Em fevereiro, enquanto se debatia a lei “ómnibus”, milhares de pessoas protestaram em frente ao Congresso e foram reprimidas pela polícia.

Também houve protestos quando a entrega de alimentos a quase 40 mil cozinhas comunitárias foi suspensa, em um momento em que a pobreza afeta quase 60% da população. O objetivo, segundo o governo, é auditar o sistema e prestar assistência direta.

Os cortes afetaram também o orçamento das universidades, o apoio estatal ao cinema e à pesquisa em ciência e tecnologia.

O presidente se mantém firme nas pesquisas de opinião, que colocam sua popularidade perto dos 50%, e habituou os argentinos ao seu estilo excêntrico: governa e acusa seus opositores de traição na rede social X, cita o livro bíblico dos Macabeus e fala de sua equipe como “As Forças do Céu”.

Relações internacionais

Como parte do ajuste, Milei voa em linhas comerciais com uma comitiva reduzida.

Foi assim que chegou em janeiro a Davos, a sua estreia internacional, onde intrigou a elite econômica mundial ao alertar que “o Ocidente está em perigo” e ao criticar a justiça social e o “feminismo radical”.

Apesar das trocas de elogios com Donald Trump, a quem ele admira, e com o Papa Francisco, com quem se reconciliou-, as relações exteriores não têm sido uma prioridade para Milei, exceto quando suspendeu a adesão da Argentina ao bloco dos Brics.

Outra exceção é sua relação com Israel, para onde o presidente viajou para mostrar a sua proximidade com o país e o seu interesse espiritual pelo judaísmo.

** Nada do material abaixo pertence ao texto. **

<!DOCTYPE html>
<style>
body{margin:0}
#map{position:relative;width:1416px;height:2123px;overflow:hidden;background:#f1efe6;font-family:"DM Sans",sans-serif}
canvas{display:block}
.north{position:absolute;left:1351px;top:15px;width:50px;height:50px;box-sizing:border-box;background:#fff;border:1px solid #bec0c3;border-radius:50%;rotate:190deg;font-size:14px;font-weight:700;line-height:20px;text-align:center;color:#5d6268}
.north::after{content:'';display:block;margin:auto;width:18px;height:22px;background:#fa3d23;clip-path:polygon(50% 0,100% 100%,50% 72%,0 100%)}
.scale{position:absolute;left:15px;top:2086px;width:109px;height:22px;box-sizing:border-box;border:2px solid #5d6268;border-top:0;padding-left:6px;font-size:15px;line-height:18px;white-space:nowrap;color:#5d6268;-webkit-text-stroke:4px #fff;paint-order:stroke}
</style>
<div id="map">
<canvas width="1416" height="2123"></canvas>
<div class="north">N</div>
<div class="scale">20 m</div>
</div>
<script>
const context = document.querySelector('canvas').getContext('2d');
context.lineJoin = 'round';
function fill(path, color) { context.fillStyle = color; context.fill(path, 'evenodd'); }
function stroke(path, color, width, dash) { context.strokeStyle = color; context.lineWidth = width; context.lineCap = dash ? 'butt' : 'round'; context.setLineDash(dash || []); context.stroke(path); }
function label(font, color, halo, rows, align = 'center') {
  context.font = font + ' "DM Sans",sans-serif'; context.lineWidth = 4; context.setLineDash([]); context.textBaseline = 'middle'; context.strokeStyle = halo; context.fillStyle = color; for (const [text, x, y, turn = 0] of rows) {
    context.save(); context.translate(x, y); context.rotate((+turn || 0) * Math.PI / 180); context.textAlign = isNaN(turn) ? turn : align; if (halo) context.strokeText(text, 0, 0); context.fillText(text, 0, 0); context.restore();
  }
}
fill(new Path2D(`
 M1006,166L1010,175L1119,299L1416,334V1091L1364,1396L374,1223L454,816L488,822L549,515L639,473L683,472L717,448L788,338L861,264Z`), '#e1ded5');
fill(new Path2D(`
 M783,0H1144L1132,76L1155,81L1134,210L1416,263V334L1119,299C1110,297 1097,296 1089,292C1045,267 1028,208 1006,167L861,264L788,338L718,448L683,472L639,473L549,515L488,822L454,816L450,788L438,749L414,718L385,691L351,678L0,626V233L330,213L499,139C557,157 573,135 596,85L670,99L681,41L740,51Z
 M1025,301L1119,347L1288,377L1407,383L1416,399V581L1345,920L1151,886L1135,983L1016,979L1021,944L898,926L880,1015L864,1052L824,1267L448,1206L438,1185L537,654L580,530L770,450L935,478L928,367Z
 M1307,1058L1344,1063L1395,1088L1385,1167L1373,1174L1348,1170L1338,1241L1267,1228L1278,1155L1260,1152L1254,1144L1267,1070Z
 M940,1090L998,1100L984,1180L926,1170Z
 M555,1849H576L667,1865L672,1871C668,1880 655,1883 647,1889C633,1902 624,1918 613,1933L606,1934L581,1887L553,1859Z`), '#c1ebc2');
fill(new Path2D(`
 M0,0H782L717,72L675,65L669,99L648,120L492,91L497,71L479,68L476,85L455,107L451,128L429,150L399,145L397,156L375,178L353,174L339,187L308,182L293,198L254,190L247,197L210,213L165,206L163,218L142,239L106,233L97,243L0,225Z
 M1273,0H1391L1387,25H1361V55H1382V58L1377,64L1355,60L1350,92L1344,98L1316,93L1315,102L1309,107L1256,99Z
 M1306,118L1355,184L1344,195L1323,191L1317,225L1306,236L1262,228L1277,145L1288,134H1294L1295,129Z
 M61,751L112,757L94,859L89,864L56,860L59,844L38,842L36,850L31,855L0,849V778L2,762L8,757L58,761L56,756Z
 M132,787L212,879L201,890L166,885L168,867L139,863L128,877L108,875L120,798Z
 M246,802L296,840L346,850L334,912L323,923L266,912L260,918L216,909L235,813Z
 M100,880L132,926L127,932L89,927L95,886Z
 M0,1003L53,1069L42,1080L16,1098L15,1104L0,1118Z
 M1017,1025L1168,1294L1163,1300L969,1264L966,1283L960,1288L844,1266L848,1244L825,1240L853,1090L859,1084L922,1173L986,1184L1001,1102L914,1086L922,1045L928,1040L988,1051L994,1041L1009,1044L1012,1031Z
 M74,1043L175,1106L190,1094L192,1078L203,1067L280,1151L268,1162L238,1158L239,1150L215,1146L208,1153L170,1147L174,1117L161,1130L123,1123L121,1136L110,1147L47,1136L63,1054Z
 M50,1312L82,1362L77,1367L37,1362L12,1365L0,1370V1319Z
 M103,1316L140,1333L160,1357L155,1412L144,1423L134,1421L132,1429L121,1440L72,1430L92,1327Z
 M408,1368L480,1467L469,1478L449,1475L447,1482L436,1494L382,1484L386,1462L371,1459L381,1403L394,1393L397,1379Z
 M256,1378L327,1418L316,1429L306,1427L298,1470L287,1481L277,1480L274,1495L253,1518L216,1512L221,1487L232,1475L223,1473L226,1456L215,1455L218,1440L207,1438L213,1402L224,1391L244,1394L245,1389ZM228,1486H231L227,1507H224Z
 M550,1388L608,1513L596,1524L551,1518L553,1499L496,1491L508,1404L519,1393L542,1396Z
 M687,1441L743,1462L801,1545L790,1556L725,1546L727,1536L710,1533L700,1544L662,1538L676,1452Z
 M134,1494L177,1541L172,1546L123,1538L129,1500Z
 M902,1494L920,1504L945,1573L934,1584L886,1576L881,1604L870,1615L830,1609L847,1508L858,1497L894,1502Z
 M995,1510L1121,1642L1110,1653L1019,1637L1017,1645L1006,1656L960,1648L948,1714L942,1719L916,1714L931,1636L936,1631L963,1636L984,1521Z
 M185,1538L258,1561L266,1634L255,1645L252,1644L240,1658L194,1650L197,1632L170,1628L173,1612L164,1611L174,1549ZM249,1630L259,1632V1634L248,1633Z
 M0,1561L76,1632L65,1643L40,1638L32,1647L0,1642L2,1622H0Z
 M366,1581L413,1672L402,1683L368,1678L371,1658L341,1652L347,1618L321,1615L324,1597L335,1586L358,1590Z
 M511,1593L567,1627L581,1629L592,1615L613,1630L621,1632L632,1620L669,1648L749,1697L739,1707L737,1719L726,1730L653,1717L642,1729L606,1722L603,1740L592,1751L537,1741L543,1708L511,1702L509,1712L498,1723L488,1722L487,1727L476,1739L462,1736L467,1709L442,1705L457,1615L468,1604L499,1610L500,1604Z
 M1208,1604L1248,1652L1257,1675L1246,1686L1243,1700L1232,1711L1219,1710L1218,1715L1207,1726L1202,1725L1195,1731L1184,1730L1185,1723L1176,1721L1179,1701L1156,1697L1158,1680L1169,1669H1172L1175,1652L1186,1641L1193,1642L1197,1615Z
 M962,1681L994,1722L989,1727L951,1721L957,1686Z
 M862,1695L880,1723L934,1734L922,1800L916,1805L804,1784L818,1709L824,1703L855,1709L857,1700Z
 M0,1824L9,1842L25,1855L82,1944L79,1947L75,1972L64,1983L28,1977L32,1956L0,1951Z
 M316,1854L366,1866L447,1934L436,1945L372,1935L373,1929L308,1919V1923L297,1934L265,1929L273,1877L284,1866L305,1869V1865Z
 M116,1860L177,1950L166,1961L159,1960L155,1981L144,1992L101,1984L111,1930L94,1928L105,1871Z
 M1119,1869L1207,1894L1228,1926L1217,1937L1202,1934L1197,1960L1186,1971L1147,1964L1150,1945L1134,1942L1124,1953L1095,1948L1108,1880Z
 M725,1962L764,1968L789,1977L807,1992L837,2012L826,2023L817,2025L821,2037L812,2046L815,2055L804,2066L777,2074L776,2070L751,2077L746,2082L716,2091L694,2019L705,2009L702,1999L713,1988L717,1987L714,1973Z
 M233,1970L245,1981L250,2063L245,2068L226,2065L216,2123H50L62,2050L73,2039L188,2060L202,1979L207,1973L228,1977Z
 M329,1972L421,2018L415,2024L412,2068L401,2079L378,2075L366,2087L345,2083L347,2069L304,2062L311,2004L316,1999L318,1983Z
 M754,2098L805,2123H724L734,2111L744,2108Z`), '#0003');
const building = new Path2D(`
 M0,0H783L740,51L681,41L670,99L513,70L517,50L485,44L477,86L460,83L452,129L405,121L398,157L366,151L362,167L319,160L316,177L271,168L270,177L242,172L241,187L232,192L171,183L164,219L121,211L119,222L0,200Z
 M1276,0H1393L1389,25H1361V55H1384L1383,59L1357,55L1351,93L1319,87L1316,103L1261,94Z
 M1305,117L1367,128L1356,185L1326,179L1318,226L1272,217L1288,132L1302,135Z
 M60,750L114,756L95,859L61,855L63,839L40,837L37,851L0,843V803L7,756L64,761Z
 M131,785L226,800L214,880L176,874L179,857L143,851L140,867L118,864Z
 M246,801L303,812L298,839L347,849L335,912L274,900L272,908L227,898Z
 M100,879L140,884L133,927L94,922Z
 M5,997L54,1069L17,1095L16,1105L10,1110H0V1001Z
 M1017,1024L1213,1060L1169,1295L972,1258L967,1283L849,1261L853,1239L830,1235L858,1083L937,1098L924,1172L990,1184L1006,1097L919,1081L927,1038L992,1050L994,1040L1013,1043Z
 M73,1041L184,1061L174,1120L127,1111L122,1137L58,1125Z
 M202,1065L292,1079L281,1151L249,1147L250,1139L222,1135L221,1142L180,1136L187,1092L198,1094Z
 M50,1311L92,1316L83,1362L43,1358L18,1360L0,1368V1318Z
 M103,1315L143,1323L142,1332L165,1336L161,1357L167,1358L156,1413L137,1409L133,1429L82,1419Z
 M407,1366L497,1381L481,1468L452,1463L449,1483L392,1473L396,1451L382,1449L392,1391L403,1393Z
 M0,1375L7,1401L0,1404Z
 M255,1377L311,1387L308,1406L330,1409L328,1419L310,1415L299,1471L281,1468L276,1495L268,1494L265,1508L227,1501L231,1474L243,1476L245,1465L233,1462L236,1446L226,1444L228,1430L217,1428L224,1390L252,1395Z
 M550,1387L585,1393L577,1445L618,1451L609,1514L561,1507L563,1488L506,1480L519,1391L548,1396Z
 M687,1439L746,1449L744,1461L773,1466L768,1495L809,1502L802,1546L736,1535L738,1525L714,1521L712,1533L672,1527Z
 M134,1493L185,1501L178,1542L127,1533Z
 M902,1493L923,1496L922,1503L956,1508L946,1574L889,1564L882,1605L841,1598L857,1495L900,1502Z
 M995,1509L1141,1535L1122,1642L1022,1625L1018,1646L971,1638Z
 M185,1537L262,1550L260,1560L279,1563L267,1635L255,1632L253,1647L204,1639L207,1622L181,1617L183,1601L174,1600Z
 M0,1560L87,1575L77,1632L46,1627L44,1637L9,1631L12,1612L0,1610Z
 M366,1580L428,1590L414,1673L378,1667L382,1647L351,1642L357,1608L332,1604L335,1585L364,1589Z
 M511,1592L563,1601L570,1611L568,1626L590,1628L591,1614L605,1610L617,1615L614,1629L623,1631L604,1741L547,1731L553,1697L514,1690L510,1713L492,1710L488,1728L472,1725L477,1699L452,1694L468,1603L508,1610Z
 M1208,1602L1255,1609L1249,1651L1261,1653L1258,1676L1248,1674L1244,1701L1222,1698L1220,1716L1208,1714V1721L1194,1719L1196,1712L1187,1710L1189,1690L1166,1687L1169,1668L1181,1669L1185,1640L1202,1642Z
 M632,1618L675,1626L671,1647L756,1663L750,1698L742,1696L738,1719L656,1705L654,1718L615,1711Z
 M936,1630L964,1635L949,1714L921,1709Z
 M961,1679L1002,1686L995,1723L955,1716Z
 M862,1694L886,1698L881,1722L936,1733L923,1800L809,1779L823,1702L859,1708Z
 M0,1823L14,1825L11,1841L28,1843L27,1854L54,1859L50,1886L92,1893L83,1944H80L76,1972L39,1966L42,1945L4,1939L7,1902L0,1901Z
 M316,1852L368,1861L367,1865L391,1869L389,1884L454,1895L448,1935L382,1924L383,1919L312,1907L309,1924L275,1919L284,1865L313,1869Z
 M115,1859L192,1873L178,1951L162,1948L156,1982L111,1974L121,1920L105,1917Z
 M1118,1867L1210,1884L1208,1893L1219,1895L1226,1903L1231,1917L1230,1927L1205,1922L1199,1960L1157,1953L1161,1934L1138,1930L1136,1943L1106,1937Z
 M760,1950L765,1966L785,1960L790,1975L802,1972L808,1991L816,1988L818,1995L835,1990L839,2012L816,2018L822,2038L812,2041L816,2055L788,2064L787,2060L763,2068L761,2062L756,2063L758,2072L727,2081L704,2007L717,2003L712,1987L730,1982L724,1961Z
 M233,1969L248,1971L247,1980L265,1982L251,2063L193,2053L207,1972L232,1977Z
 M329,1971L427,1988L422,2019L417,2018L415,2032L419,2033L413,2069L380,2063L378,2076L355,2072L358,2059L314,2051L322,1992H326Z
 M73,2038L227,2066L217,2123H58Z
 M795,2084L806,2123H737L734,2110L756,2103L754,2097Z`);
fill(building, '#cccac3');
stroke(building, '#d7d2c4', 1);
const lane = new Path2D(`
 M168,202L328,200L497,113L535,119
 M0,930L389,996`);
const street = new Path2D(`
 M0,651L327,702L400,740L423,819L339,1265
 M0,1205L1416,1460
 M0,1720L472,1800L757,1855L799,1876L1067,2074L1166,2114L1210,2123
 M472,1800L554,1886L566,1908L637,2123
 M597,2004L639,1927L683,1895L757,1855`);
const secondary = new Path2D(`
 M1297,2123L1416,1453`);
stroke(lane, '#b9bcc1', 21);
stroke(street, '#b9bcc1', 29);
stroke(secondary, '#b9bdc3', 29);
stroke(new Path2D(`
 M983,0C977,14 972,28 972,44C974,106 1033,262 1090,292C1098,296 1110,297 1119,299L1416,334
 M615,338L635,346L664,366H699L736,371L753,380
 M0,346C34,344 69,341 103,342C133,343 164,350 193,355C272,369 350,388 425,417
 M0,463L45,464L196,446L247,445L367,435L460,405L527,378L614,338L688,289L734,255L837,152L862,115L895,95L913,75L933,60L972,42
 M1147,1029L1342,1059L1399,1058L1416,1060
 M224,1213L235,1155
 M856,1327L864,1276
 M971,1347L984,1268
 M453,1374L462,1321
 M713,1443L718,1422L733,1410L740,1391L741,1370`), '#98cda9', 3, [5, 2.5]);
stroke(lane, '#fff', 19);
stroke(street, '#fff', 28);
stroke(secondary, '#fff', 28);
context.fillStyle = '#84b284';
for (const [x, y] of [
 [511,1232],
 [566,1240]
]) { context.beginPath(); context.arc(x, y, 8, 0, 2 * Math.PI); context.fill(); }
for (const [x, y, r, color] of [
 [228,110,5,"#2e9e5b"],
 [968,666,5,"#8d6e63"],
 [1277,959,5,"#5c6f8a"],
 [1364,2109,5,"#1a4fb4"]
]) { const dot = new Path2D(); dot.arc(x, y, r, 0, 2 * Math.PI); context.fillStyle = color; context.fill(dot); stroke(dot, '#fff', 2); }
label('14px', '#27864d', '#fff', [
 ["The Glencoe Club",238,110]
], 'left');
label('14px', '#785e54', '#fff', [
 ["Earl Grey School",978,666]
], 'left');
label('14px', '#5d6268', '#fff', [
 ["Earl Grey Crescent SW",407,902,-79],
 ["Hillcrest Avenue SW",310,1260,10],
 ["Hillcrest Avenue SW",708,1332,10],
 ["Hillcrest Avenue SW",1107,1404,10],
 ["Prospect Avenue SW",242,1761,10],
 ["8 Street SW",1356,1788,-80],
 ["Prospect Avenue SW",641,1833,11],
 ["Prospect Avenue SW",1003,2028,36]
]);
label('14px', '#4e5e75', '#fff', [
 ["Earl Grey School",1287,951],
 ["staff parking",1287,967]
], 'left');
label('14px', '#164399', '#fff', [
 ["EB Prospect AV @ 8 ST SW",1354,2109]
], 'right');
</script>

Diego Giacomini, que co-escreveu quatro livros de economia com Milei, disse à rádio que seu agora ex-amigo “acredita ter uma missão divina” que “consiste em transformar a Argentina e levá-la à filosofia do Número Um, que é Deus, o liberalismo; e tirá-la da filosofia de Satanás, que é o socialismo”.

Foto: Emiliano Lasalvia.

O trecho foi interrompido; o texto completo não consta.